**Stored data**
*** Begin section ***

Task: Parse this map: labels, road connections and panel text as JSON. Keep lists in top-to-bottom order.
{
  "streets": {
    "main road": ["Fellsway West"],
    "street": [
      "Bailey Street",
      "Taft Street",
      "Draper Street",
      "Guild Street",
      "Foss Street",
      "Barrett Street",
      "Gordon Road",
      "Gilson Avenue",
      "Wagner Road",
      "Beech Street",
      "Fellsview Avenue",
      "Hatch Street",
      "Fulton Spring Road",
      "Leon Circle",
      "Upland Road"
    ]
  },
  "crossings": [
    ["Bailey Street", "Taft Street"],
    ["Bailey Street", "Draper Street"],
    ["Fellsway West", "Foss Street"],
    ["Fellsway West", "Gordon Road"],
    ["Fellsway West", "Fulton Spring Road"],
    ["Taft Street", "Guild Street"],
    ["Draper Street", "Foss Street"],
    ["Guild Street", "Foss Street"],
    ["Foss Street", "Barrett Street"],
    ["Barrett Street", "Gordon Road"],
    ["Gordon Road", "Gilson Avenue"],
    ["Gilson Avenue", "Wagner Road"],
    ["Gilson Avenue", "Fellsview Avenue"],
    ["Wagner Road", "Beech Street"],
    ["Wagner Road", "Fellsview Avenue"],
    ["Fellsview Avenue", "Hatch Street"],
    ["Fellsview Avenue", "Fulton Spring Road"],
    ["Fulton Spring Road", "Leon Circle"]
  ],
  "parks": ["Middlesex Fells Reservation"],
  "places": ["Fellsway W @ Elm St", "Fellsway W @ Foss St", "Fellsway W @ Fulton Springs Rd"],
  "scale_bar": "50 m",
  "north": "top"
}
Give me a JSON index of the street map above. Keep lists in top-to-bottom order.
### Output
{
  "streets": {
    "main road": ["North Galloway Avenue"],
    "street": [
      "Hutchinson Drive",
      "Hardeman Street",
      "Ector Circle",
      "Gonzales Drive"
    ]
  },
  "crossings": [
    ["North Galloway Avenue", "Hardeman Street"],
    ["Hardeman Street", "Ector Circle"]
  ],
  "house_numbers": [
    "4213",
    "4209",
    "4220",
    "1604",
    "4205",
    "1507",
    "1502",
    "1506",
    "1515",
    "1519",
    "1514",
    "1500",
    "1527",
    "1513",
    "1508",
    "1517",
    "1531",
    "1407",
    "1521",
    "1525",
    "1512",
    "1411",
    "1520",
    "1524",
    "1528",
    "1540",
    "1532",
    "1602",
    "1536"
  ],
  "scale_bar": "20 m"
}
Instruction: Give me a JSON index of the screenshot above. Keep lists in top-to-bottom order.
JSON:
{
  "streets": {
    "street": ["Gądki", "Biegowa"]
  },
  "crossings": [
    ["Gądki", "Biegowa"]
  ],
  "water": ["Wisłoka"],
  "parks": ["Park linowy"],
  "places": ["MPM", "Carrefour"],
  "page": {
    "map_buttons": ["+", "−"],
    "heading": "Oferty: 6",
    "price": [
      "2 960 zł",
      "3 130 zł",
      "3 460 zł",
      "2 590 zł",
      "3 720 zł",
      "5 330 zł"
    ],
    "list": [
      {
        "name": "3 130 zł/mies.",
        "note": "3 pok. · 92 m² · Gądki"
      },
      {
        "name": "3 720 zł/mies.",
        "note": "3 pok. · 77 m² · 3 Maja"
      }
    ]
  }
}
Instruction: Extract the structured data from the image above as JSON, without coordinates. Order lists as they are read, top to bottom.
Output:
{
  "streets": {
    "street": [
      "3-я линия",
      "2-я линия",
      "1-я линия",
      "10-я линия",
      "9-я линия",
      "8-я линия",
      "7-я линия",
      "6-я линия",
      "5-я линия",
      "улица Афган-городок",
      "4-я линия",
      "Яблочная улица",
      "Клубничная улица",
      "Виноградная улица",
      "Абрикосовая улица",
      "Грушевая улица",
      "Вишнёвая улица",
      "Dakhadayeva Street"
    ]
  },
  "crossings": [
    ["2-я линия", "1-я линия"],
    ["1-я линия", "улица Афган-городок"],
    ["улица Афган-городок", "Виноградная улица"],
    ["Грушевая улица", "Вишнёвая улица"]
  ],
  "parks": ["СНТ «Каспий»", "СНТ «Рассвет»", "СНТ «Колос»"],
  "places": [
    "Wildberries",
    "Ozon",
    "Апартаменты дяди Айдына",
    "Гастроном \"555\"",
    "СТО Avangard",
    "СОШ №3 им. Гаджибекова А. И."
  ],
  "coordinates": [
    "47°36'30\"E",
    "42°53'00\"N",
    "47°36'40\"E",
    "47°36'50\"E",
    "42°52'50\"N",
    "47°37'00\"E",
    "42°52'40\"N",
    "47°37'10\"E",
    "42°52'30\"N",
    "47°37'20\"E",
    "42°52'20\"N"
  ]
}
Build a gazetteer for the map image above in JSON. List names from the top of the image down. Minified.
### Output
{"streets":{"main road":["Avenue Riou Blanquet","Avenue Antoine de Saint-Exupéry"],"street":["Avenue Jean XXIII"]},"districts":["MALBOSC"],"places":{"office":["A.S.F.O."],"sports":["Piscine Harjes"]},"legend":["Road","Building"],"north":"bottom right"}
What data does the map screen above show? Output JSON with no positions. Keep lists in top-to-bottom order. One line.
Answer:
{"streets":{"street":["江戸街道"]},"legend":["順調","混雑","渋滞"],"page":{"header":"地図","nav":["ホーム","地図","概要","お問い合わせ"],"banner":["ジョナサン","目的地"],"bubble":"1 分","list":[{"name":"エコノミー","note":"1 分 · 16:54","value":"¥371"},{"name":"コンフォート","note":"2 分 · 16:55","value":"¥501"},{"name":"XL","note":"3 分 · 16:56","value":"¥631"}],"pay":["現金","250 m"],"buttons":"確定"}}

*** End section ***

Among the records above, find each line containing the string "image" and copy it.

**Task answer**
Instruction: Extract the structured data from the image above as JSON, without coordinates. Order lists as they are read, top to bottom.
Build a gazetteer for the map image above in JSON. List names from the top of the image down. Minified.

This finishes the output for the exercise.